The Survivorsby Elsie Singmaster
Format of Original Source: Short Story
Recommended Adaptation Length: 30 Minutes
Candidate for Adaptation? Promising
There was Edward Green, round, fat, who puffed and panted; there was Newton Towne, who walked, in spite of palsy, as though he had won the battle of Gettysburg; there was, last of all, Henry Foust, who at seventy-five was hale and strong. Usually a tall son walked beside him, or a grandchild clung to his hand. He was almost never alone; it was as though every one who knew him tried to have as much as possible of his company. Past him with a grave nod walked Adam. Adam was two years older than Henry; it required more and more stretching of arms behind his back to keep his shoulders straight.

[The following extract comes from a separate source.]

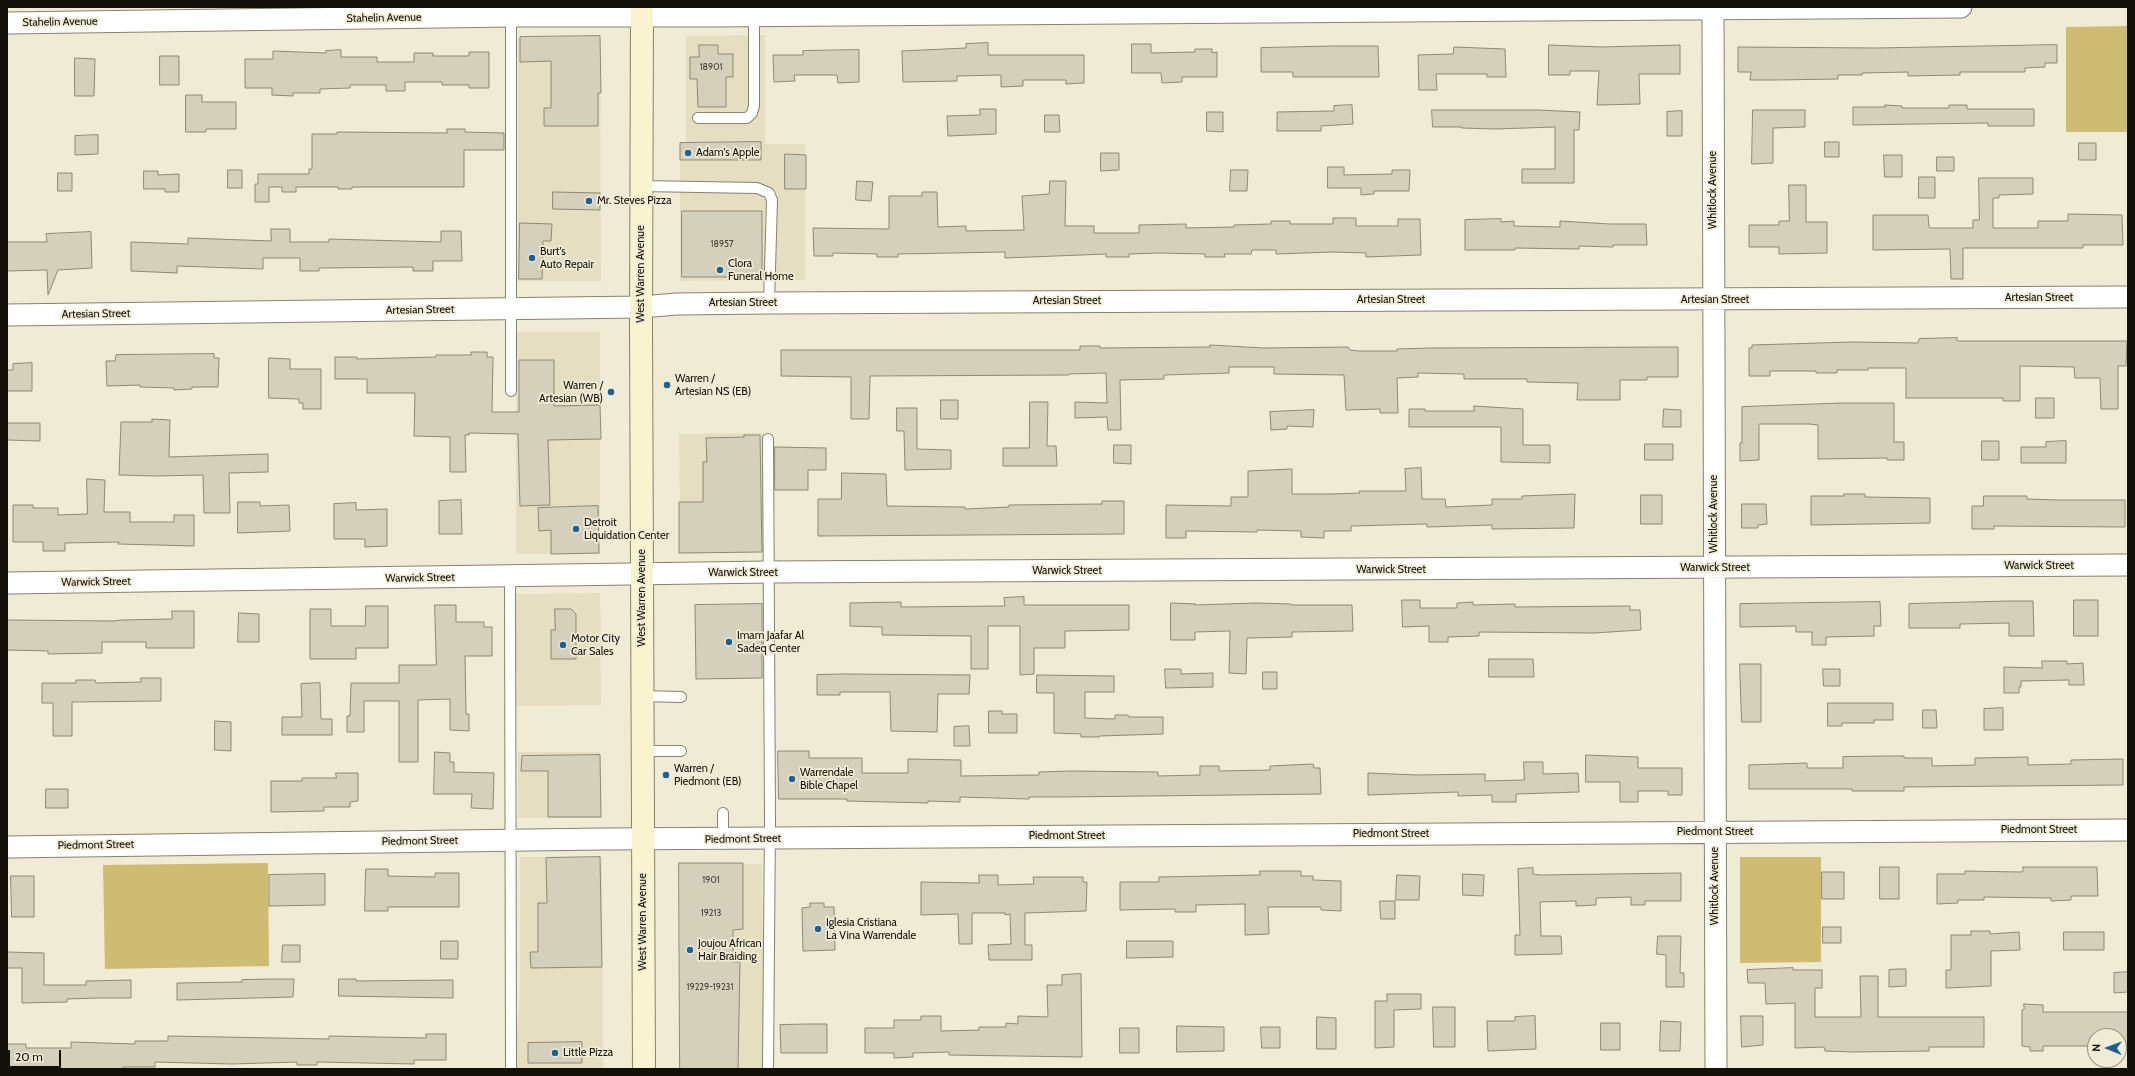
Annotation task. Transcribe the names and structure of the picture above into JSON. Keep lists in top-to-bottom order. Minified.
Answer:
{"streets":{"main road":["West Warren Avenue"],"street":["Stahelin Avenue","Whitlock Avenue","Artesian Street","Warwick Street","Piedmont Street"]},"crossings":[["Stahelin Avenue","Whitlock Avenue"],["Stahelin Avenue","West Warren Avenue"],["Whitlock Avenue","Artesian Street"],["Whitlock Avenue","Warwick Street"],["Whitlock Avenue","Piedmont Street"],["West Warren Avenue","Artesian Street"],["West Warren Avenue","Warwick Street"],["West Warren Avenue","Piedmont Street"]],"places":["Adam's Apple","Mr. Steves Pizza","Burt's Auto Repair","Clora Funeral Home","Warren / Artesian NS (EB)","Warren / Artesian (WB)","Detroit Liquidation Center","Imam Jaafar Al Sadeq Center","Motor City Car Sales","Warren / Piedmont (EB)","Warrendale Bible Chapel","Iglesia Cristiana La Vina Warrendale","Joujou African Hair Braiding","Little Pizza"],"house_numbers":["18901","18957","1901","19213","19229-19231"],"scale_bar":"20 m","north":"left"}
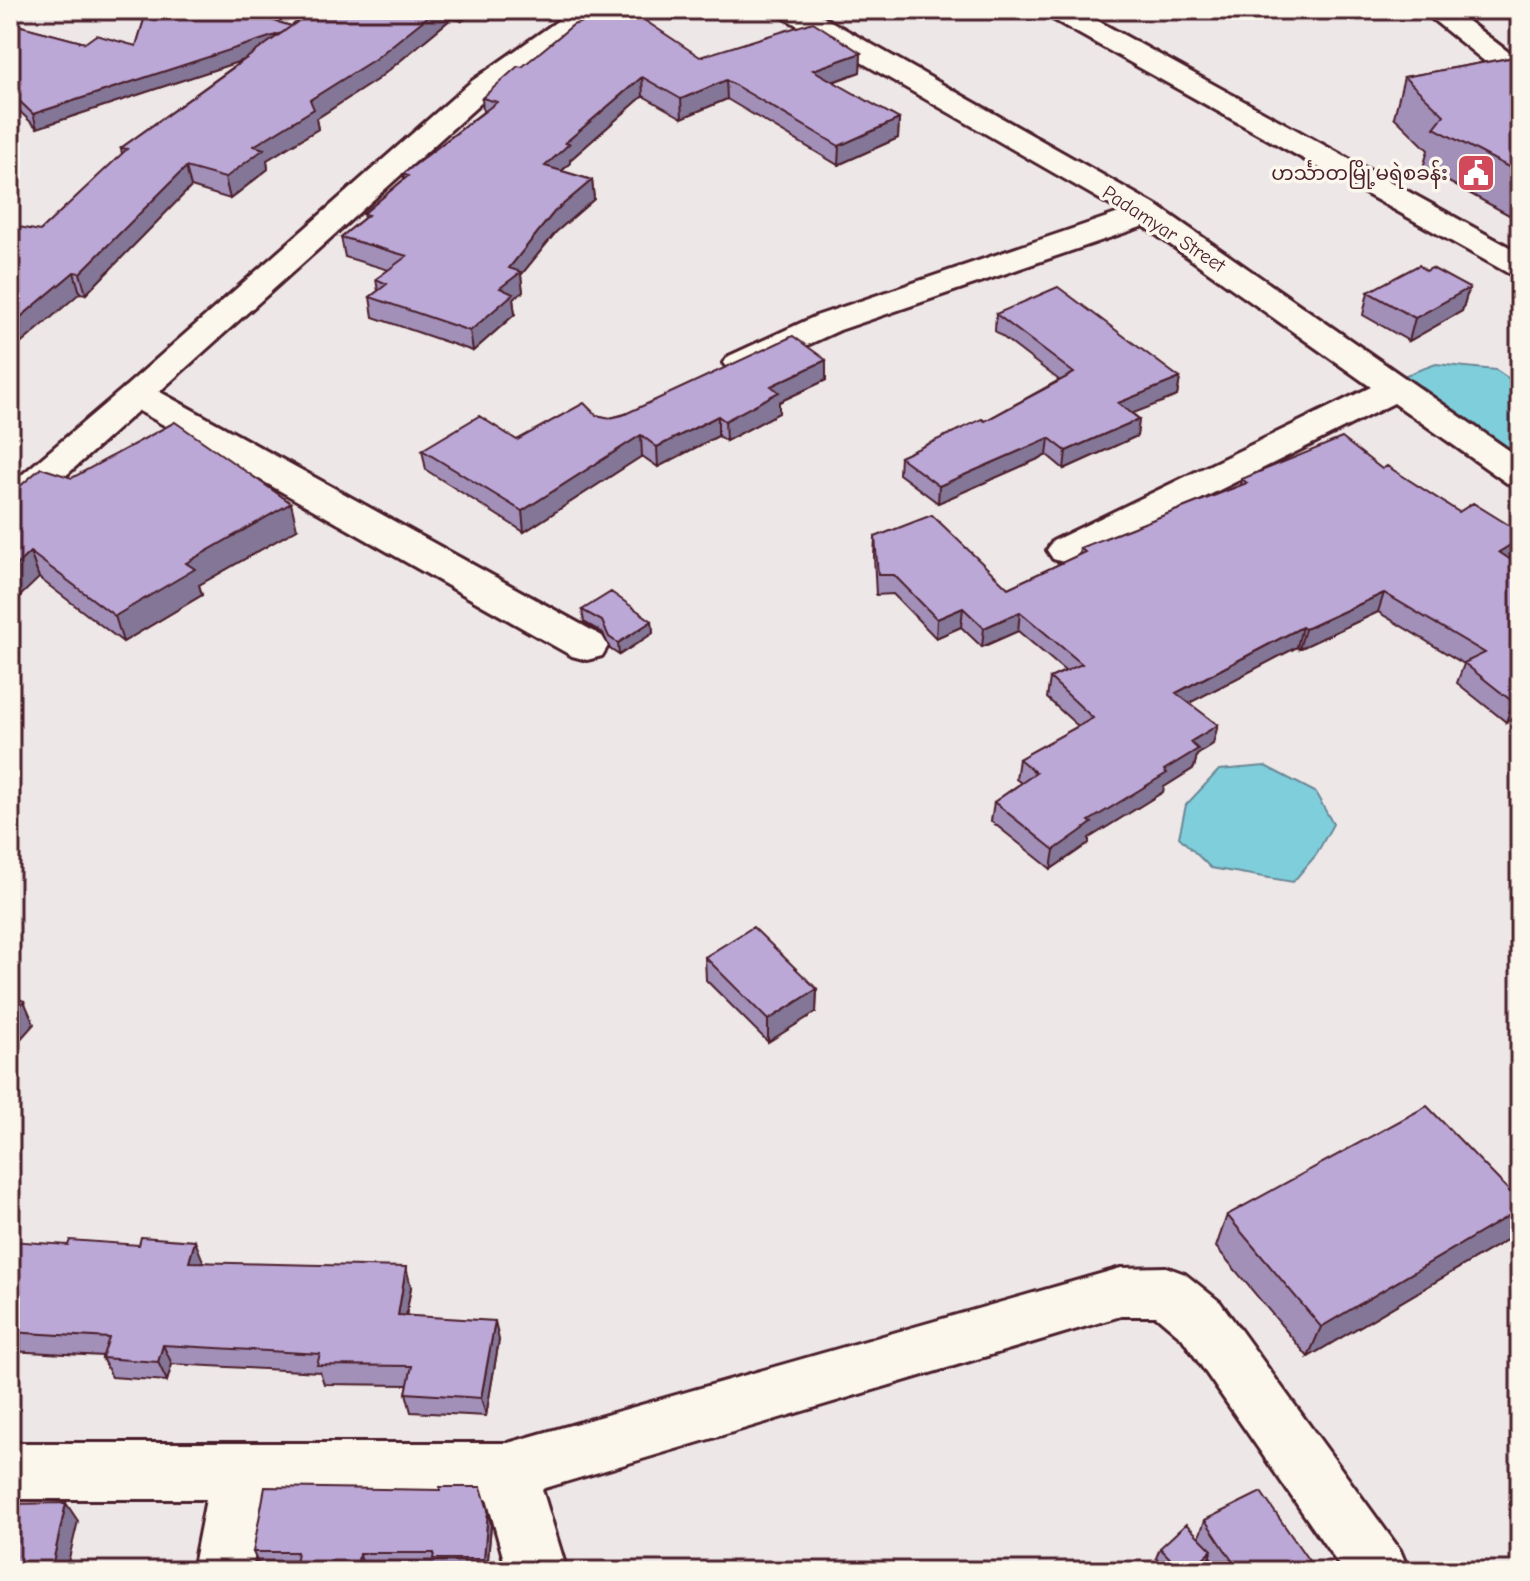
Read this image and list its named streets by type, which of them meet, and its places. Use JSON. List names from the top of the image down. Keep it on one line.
{"streets":{"street":["Padamyar Street"]},"places":{"public building":["ဟင်္သာတမြို့မရဲစခန်း"]}}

In April Newton Towne was taken ill and died. Edward Green was terrified, though he considered himself, in spite of his shortness of breath, a strong man.

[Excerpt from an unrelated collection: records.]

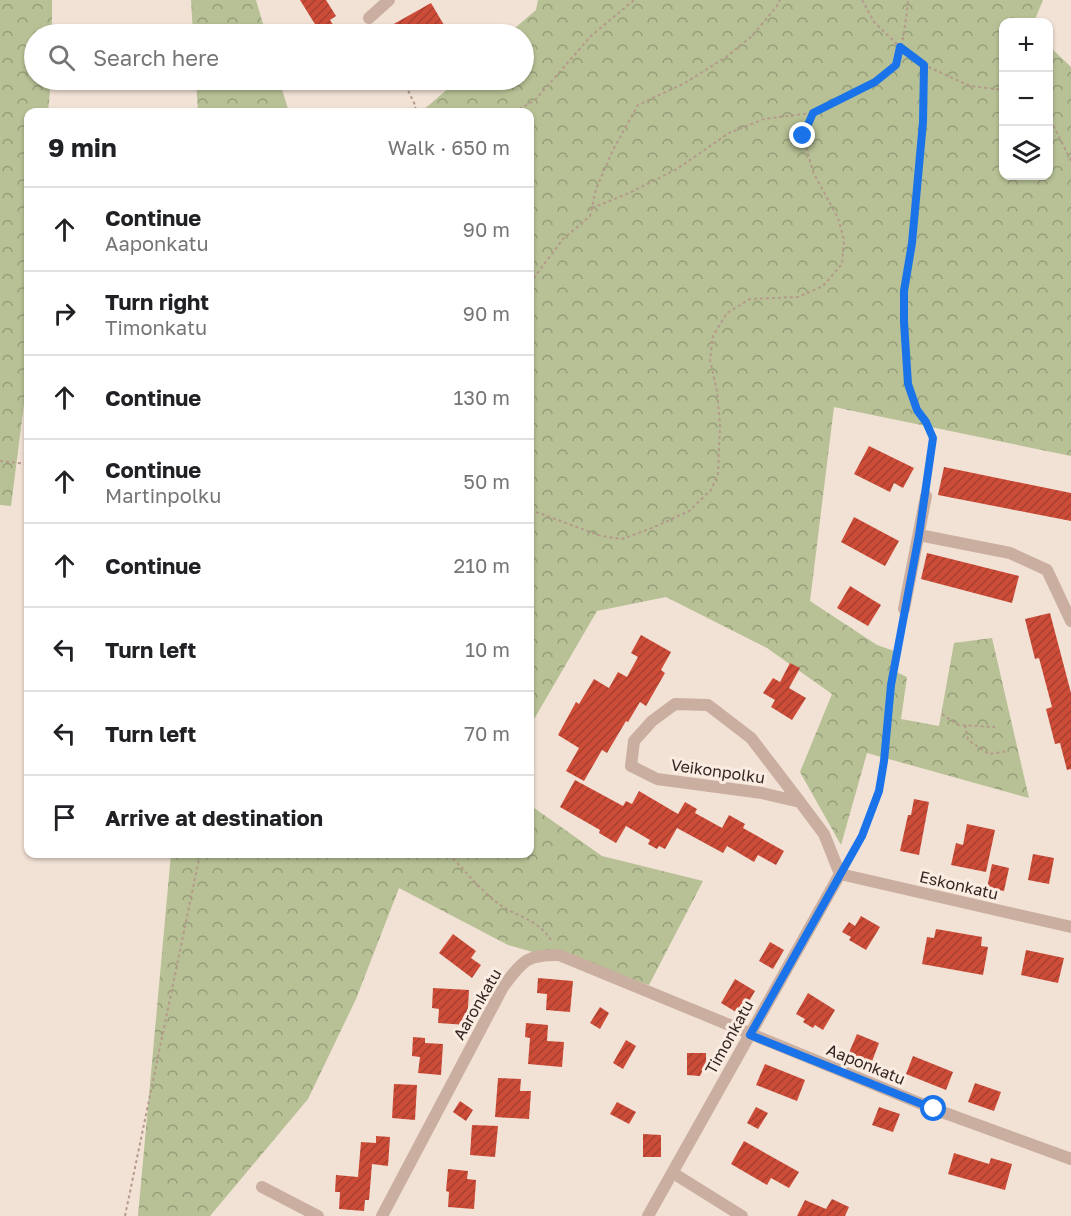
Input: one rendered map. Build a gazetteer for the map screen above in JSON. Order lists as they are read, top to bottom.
{
  "streets": {
    "street": [
      "Veikonpolku",
      "Eskonkatu",
      "Aaronkatu",
      "Timonkatu",
      "Aaponkatu"
    ]
  },
  "crossings": [
    ["Veikonpolku", "Eskonkatu"],
    ["Veikonpolku", "Timonkatu"],
    ["Eskonkatu", "Timonkatu"],
    ["Aaronkatu", "Timonkatu"],
    ["Aaronkatu", "Aaponkatu"],
    ["Timonkatu", "Aaponkatu"]
  ],
  "page": {
    "map_buttons": ["+", "−"],
    "search": "Search here",
    "heading": ["9 min", "Walk · 650 m"],
    "list": [
      ["Continue", "Aaponkatu", "90 m"],
      ["Turn right", "Timonkatu", "90 m"],
      ["Continue", "130 m"],
      ["Continue", "Martinpolku", "50 m"],
      ["Continue", "210 m"],
      ["Turn left", "10 m"],
      ["Turn left", "70 m"],
      "Arrive at destination"
    ]
  }
}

“Don’t let anything happen to you, Henry,” he would say. “Don’t let anything get you, Henry. I can’t march alone.”
“I’ll be there,” Henry would reassure him. Only one look at Henry, and the most alarmed would have been comforted.
“It would kill me to march alone,” said Edward Green.
Subtitled “A Memorial Day Story,” this looks like it might be more of a patriotic sermon than a story.